## Work required
Would you return every entry, exactly as it is written?

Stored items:
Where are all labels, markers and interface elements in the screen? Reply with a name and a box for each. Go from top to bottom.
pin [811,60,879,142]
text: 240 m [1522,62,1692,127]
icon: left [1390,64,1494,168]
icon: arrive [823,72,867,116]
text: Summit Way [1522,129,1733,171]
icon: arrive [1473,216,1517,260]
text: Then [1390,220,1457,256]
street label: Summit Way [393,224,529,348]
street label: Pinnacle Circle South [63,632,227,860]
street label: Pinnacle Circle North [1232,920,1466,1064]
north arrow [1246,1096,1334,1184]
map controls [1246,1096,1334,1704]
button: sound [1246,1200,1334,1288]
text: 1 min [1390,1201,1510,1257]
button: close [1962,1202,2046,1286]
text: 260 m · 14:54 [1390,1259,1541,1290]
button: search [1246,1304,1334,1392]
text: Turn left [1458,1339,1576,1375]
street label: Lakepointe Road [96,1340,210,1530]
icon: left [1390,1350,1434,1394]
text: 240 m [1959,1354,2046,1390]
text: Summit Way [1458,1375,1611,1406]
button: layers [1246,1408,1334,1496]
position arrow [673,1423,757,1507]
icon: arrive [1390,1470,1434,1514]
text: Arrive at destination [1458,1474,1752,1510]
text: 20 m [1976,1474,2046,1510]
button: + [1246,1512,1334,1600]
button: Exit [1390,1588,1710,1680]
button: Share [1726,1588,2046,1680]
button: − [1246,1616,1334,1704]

## Task output
Where are all labels, markers and interface elements in the screen? Reply with a name and a box for each. Go from top to bottom.
pin [811,60,879,142]
text: 240 m [1522,62,1692,127]
icon: left [1390,64,1494,168]
icon: arrive [823,72,867,116]
text: Summit Way [1522,129,1733,171]
icon: arrive [1473,216,1517,260]
text: Then [1390,220,1457,256]
street label: Summit Way [393,224,529,348]
street label: Pinnacle Circle South [63,632,227,860]
street label: Pinnacle Circle North [1232,920,1466,1064]
north arrow [1246,1096,1334,1184]
map controls [1246,1096,1334,1704]
button: sound [1246,1200,1334,1288]
text: 1 min [1390,1201,1510,1257]
button: close [1962,1202,2046,1286]
text: 260 m · 14:54 [1390,1259,1541,1290]
button: search [1246,1304,1334,1392]
text: Turn left [1458,1339,1576,1375]
street label: Lakepointe Road [96,1340,210,1530]
icon: left [1390,1350,1434,1394]
text: 240 m [1959,1354,2046,1390]
text: Summit Way [1458,1375,1611,1406]
button: layers [1246,1408,1334,1496]
position arrow [673,1423,757,1507]
icon: arrive [1390,1470,1434,1514]
text: Arrive at destination [1458,1474,1752,1510]
text: 20 m [1976,1474,2046,1510]
button: + [1246,1512,1334,1600]
button: Exit [1390,1588,1710,1680]
button: Share [1726,1588,2046,1680]
button: − [1246,1616,1334,1704]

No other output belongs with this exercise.